We tackle the challenge of open-vocabulary segmentation, where we need to identify objects from a wide range of categories in different environments, using text prompts as our input. To overcome this challenge, existing methods often use multi-modal models like CLIP, which combine image and text features in a shared embedding space to bridge the gap between limited and extensive vocabulary recognition, resulting in a two-stage approach: In the first stage, a mask generator takes an input image to generate mask proposals, and the in the second stage the target mask is picked based on the query. However, the expected target mask may not exist in the generated mask proposals, which leads to an unexpected output mask. In our work, we propose a novel approach named Prompt-guided Mask Proposal (PMP) where the mask generator takes the input text prompts and generates masks guided by these prompts. Compared with mask proposals generated without input prompts, masks generated by PMP are better aligned with the input prompts. To realize PMP, we designed a cross-attention mechanism between text tokens and query tokens which is capable of generating prompt-guided mask proposals after each decoding. We combined our PMP with several existing works employing a query-based segmentation backbone and the experiments on five benchmark datasets demonstrate the effectiveness of this approach, showcasing significant improvements over the current two-stage models (1% ~ 3% absolute performance gain in terms of mIOU). The steady improvement in performance across these benchmarks indicates the effective generalization of our proposed lightweight prompt-aware method.
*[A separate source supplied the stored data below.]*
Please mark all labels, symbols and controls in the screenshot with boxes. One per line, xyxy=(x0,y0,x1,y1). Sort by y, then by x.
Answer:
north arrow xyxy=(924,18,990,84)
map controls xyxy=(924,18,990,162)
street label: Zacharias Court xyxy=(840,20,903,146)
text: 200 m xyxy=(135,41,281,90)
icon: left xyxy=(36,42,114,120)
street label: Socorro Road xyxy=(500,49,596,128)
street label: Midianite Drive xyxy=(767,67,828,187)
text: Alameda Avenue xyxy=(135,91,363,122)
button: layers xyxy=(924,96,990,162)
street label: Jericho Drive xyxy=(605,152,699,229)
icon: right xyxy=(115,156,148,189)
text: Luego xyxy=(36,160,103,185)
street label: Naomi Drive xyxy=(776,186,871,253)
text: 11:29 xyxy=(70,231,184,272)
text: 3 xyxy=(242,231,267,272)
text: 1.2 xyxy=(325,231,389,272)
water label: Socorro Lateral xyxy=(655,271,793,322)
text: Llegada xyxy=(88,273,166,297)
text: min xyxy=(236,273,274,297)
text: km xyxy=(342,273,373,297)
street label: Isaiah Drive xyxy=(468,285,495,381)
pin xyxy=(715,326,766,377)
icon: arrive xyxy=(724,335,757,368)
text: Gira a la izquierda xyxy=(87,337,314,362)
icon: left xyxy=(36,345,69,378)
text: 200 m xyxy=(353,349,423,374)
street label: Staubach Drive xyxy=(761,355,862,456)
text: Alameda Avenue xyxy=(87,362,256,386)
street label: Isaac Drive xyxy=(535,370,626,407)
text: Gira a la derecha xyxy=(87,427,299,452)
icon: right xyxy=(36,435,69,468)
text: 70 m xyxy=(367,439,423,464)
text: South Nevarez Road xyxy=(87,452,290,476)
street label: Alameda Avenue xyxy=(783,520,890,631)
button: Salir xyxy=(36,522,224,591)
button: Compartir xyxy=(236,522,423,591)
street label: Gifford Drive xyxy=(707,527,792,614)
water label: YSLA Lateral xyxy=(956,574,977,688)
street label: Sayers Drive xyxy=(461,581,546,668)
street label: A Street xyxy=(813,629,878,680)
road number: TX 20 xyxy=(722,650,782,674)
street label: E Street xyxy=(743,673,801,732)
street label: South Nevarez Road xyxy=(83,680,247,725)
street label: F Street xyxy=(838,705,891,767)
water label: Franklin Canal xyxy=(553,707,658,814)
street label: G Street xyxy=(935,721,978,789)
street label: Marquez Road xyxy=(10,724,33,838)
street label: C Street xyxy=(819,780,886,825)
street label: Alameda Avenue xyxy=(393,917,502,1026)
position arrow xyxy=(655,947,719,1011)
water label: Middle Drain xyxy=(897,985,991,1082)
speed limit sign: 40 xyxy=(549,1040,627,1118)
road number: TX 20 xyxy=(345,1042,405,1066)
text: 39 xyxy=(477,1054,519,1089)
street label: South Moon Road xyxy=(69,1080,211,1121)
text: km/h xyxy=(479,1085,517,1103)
翻译：我们致力于解决开放词汇分割的挑战，该任务需要利用文本提示作为输入，在不同环境中识别广泛类别中的物体。为应对这一挑战，现有方法通常使用如CLIP等多模态模型，这些模型将图像和文本特征结合到共享的嵌入空间中，以弥合有限词汇与广泛词汇识别之间的差距，从而形成两阶段方法：第一阶段，掩码生成器接收输入图像以生成掩码提议；第二阶段，基于查询选择目标掩码。然而，预期的目标掩码可能不存在于生成的掩码提议中，这会导致输出掩码出现意外错误。在本工作中，我们提出了一种名为提示引导掩码提议（PMP）的新方法，其中掩码生成器接收输入文本提示并基于这些提示生成掩码。与未使用输入提示生成的掩码提议相比，PMP生成的掩码与输入提示更匹配。为实现PMP，我们设计了一种文本标记与查询标记之间的交叉注意力机制，该机制能够在每次解码后生成提示引导的掩码提议。我们将PMP与多种采用基于查询的分割主干网络的现有工作相结合，在五个基准数据集上的实验证明了该方法的有效性，相较于当前的两阶段模型展现出显著提升（在mIOU指标上获得1%至3%的绝对性能增益）。这些基准测试中性能的稳定提升表明，我们提出的轻量级提示感知方法具有有效的泛化能力。